Ao dar início a um novo projeto, você planeja tudo antes ou apenas deixa fluir? Qual o mais difícil, escrever a primeira ou a última frase?
Vou falar sobre o processo do último livro, Terra trêmula. Primeiramente não houve um projeto, eu fui escrevendo os contos aos poucos – uns na mesma semana, outros depois de alguns meses. Depois eu fui relendo meus últimos escritos e vi que tinha uma relação que os unia (alguns acabaram excluídos no processo) e daí nasceu o livro em si. Quanto ao texto, no detalhe, eu mexo muito pouco depois que termino. Pra esse livro, por exemplo, tirando as revisões normais de erros de digitação, eu só mudei um parágrafo do conto “O bom ladrão”, que antes eu achava muito didático e me incomodou ao reler. Então eu diria que deixo fluir, até que venha essa percepção de que há um conjunto mais ou menos coeso de textos. Acho que não conseguiria fazer de outro modo, já tentei pegar um tema e escrever alguns textos, mas sempre me soava artificial demais e acabava desistindo do projeto. Acho que o começo e o final são difíceis. É difícil começar, pode-se ficar muito tempo sem ter uma ideia sequer e pode-se também ter uma ideia que parece muito promissora e acaba que o resultado não atende às expectativas. O processo todo, pra mim, é complicado.
Como você organiza sua semana de trabalho? Você prefere ter vários projetos acontecendo ao mesmo tempo?
Acho que a pergunta anterior responde a essa.
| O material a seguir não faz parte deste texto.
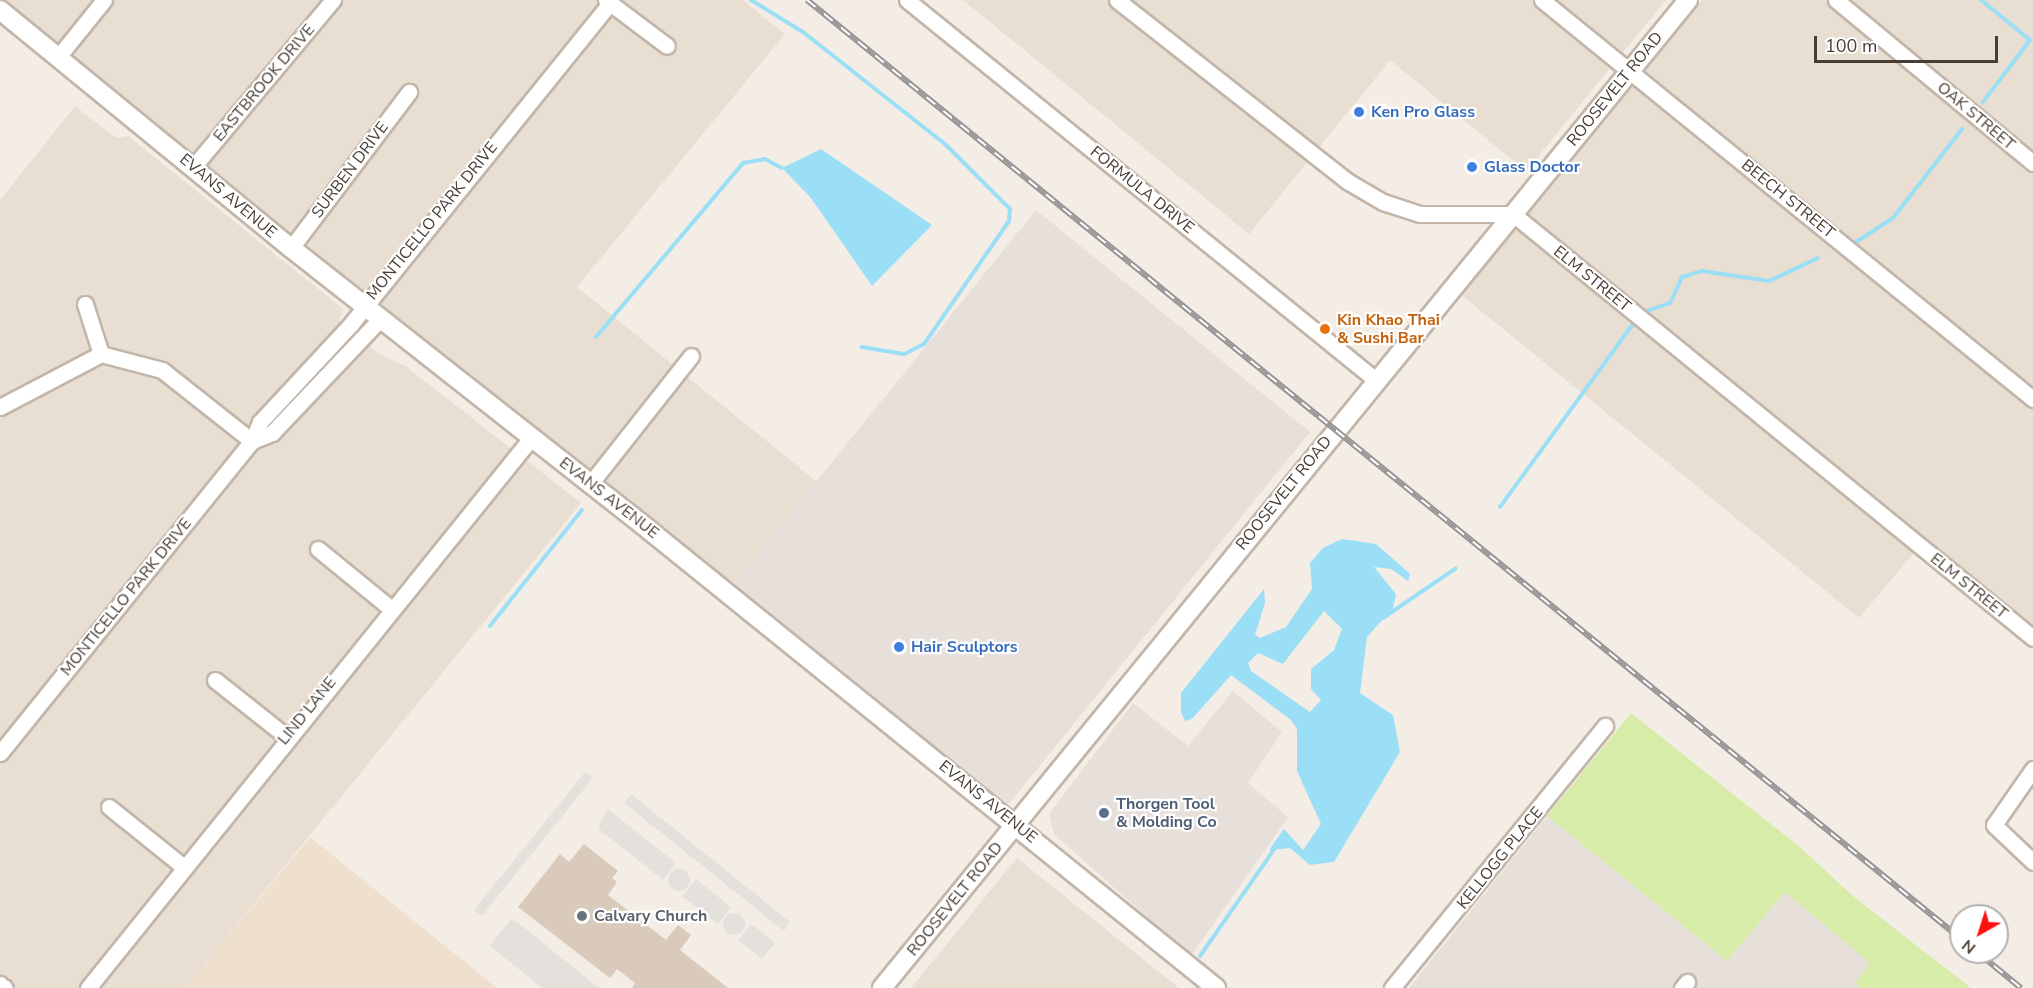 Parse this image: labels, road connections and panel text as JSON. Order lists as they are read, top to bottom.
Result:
{
  "streets": {
    "street": [
      "EASTBROOK DRIVE",
      "ROOSEVELT ROAD",
      "OAK STREET",
      "SURBEN DRIVE",
      "FORMULA DRIVE",
      "EVANS AVENUE",
      "BEECH STREET",
      "MONTICELLO PARK DRIVE",
      "ELM STREET",
      "LIND LANE",
      "KELLOGG PLACE"
    ]
  },
  "crossings": [
    ["EASTBROOK DRIVE", "EVANS AVENUE"],
    ["ROOSEVELT ROAD", "FORMULA DRIVE"],
    ["ROOSEVELT ROAD", "EVANS AVENUE"],
    ["ROOSEVELT ROAD", "BEECH STREET"],
    ["ROOSEVELT ROAD", "ELM STREET"],
    ["SURBEN DRIVE", "EVANS AVENUE"],
    ["EVANS AVENUE", "MONTICELLO PARK DRIVE"],
    ["EVANS AVENUE", "LIND LANE"]
  ],
  "places": [
    "Ken Pro Glass",
    "Glass Doctor",
    "Kin Khao Thai & Sushi Bar",
    "Hair Sculptors",
    "Thorgen Tool & Molding Co",
    "Calvary Church"
  ],
  "scale_bar": "100 m",
  "north": "bottom left"
}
Não costumo ter projetos fixos, nem metas de escrita. Então a organização do tempo é totalmente aleatória: dias que escrevo muito, dias que não escrevo nada. Agora pensando no lançamento de livros, eu prefiro me concentrar em apenas um projeto para que o maior número de pessoas possa se interessar por ele. Penso que é mais complicado se tiver mais de um livro nesse processo, já que não tenho tantos leitores e nem sempre as pessoas têm dinheiro pra comprar mais de um livro.
O que motiva você como escritor? Você lembra do momento em que decidiu se dedicar à escrita?
Acho que o inesperado da vida acaba fazendo com que eu sinta vontade de escrever. Uma alegria, uma saudade, uma indignação, coisas que surgem no meio do dia e que eu sinto que precisam ser transfiguradas num poema, num conto, pra tentar reter – de maneira imperfeita infelizmente – aquele instante. Eu trabalho, na hora da escrita, muito com o espontâneo – um verso/enredo que chega de repente quando vejo algo na rua ou me lembro de um dia vivido, quando vejo um filme, leio outros livros. Não que eu escreva inspirado, acredito que é preciso dar um olhar novo a esse sentimento, não o simples ato de contar sem mediações, mas tornar aquilo algo que se sinta não pelo sentido imediato das palavras, mas pelo conjunto de imagens, sons, estruturas que acabem “traduzindo” essa experiência real. Como um sonho.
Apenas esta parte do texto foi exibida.